Source data >>
╔══

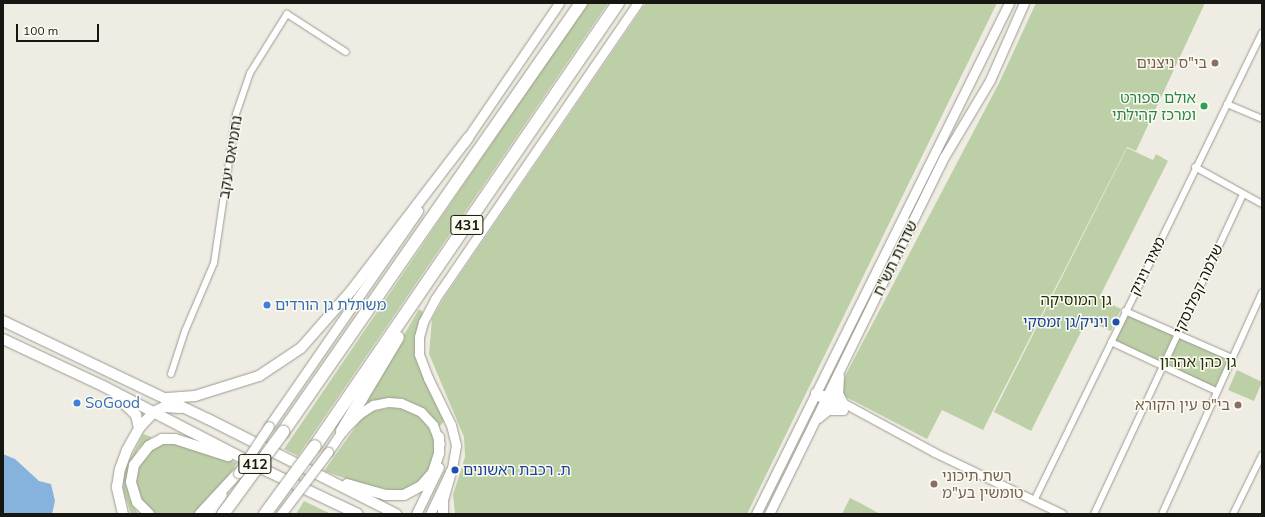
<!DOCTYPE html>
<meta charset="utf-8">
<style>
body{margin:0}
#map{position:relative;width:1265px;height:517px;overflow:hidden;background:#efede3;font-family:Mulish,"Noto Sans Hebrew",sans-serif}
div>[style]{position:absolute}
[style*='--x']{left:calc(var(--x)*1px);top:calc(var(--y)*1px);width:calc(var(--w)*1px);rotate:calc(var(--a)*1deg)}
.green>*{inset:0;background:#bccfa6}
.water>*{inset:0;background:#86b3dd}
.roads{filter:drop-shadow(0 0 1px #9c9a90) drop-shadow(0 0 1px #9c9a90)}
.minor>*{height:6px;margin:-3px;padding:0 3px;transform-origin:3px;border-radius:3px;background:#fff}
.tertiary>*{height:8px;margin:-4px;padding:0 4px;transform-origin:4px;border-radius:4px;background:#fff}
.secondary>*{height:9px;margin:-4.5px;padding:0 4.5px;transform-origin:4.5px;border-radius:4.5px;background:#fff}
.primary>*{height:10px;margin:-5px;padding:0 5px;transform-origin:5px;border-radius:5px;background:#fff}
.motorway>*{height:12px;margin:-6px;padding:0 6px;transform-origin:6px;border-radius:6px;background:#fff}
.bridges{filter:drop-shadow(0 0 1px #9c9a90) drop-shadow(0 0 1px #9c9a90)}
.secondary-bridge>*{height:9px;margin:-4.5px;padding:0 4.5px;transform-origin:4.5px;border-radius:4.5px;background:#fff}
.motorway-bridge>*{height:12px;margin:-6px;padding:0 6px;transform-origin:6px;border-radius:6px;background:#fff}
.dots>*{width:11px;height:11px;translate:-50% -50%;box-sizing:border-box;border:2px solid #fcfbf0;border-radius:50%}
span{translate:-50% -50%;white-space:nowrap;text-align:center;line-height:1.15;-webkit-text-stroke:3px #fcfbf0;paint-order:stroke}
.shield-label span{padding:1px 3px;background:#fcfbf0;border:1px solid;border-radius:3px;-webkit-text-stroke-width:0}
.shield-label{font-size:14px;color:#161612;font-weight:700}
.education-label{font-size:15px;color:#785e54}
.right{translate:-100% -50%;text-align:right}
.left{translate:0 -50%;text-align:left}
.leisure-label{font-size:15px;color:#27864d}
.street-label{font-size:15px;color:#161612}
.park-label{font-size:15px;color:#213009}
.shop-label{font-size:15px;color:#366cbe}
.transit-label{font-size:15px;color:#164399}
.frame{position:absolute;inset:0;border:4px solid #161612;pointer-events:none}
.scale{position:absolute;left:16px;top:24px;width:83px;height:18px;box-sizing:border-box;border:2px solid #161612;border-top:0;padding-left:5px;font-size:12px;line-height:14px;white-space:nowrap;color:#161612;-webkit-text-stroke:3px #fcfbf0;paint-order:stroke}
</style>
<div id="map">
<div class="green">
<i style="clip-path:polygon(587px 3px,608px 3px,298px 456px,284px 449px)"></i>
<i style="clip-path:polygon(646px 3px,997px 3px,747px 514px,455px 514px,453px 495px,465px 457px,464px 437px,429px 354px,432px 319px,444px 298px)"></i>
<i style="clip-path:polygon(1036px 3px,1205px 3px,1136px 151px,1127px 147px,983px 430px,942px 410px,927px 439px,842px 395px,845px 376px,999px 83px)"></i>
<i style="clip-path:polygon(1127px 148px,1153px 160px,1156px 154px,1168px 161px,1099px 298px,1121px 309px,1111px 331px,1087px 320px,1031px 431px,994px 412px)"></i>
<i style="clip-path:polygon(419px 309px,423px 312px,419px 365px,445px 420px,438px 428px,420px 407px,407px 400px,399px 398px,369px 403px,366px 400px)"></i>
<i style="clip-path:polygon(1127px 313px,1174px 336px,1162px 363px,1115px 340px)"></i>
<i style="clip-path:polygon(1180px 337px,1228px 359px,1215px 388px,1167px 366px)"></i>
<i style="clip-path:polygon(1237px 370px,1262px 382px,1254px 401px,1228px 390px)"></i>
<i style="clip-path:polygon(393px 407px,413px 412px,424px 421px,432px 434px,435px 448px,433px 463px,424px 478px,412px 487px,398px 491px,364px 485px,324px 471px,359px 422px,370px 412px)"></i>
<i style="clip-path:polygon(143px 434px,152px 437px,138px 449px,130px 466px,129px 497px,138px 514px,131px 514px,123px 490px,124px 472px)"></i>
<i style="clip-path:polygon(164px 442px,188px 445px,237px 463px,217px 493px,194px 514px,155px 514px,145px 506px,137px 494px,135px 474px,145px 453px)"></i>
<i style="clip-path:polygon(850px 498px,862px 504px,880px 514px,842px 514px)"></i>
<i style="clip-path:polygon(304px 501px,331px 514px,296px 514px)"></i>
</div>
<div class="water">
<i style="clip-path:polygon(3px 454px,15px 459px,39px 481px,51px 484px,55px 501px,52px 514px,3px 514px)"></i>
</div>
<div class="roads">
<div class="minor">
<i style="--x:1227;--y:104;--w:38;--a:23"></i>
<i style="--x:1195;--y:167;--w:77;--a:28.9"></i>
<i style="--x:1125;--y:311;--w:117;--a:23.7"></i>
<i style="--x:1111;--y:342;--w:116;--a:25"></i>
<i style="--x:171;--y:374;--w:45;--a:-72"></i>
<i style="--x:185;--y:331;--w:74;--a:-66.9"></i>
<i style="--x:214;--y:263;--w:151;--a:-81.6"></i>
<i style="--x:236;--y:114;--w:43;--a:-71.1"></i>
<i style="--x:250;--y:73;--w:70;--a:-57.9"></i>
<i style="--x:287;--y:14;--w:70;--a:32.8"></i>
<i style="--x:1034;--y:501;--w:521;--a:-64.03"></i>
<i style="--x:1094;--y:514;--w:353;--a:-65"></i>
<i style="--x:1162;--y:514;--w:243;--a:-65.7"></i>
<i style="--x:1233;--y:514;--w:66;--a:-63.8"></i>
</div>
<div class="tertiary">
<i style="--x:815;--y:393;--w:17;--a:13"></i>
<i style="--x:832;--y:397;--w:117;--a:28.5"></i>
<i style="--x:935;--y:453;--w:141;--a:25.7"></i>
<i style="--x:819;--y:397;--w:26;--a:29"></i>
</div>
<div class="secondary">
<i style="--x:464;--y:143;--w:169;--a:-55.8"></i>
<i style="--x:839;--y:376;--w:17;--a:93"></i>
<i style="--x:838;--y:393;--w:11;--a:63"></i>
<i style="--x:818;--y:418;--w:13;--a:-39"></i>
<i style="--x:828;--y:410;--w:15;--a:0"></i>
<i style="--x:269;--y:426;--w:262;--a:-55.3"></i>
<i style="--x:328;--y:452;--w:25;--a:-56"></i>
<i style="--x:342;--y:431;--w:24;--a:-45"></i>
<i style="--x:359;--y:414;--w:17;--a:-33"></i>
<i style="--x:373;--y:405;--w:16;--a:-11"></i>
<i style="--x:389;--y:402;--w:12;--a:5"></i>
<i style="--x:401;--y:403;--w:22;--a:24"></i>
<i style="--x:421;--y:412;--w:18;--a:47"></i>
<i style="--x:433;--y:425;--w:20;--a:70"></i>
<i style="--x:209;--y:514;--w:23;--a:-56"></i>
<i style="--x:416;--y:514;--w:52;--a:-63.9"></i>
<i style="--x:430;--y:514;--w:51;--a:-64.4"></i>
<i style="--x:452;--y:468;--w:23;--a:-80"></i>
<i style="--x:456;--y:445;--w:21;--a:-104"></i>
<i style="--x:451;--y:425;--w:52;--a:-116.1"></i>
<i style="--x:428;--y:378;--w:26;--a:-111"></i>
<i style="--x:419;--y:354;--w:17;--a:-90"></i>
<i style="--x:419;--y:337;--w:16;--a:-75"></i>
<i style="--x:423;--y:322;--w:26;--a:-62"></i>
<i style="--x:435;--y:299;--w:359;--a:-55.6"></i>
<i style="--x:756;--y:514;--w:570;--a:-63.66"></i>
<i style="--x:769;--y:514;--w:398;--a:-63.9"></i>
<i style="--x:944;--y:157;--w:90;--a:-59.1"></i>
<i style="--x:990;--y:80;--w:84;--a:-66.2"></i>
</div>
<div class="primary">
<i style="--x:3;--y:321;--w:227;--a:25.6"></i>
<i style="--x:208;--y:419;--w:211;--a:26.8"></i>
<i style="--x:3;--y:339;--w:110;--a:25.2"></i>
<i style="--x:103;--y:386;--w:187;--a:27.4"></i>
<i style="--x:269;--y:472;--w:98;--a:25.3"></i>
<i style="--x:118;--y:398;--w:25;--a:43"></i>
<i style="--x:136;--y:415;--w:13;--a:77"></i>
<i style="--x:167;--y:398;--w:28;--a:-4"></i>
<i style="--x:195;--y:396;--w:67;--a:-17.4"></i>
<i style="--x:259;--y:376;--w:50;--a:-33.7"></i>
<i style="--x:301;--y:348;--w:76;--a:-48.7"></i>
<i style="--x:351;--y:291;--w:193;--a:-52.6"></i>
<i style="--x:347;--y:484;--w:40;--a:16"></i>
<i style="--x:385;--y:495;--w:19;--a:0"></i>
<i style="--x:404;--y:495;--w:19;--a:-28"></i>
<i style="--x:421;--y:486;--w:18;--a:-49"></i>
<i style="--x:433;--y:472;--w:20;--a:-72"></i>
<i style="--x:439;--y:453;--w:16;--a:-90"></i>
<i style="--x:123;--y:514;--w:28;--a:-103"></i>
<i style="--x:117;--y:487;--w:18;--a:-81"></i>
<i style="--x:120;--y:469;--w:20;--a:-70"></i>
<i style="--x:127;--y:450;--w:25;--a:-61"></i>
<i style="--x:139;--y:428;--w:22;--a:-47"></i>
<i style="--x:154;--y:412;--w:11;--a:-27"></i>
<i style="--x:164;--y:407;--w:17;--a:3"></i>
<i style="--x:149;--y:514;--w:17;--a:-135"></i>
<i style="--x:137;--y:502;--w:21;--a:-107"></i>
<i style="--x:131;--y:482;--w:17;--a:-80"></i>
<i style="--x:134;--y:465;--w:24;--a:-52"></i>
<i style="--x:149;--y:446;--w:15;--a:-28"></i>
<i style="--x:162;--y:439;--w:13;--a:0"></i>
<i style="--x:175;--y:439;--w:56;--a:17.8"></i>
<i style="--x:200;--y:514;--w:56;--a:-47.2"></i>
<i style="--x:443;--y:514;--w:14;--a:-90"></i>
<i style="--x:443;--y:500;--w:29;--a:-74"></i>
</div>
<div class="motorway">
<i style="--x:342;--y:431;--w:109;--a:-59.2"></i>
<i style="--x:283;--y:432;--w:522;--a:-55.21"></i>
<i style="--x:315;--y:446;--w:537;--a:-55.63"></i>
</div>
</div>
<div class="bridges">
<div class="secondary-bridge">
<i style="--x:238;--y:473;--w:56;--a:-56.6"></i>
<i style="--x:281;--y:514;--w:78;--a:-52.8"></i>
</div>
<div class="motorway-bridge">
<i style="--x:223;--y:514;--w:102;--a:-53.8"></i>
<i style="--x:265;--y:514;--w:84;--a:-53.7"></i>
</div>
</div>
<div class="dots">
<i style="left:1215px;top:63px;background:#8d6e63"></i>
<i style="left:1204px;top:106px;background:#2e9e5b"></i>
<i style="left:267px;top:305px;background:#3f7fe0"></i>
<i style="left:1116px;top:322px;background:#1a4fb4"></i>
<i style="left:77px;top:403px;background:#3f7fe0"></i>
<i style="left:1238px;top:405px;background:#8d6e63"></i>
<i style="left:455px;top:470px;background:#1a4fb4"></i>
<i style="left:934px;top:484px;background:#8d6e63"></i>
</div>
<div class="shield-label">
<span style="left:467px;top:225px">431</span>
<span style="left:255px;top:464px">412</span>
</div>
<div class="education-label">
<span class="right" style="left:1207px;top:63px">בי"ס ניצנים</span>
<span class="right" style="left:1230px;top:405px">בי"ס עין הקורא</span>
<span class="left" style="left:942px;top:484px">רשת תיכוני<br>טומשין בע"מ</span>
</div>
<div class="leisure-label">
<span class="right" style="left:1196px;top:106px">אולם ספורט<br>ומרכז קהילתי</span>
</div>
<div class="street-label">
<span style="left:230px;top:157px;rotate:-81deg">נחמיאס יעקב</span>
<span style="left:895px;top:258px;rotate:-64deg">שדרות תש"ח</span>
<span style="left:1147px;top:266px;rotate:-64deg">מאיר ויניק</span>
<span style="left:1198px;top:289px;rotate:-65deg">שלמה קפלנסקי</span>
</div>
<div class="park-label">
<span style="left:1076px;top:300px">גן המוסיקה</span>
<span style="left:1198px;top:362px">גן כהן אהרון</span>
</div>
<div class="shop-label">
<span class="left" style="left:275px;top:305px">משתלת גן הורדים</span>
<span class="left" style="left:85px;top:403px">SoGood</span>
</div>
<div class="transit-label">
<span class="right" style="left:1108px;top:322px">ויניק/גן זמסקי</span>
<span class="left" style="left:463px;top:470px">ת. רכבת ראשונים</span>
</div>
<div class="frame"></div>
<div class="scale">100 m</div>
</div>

╚══

What you should do >>
Every line above with the string "roads" in it should be copied into the answer.

Answer >>
.roads{filter:drop-shadow(0 0 1px #9c9a90) drop-shadow(0 0 1px #9c9a90)}
<div class="roads">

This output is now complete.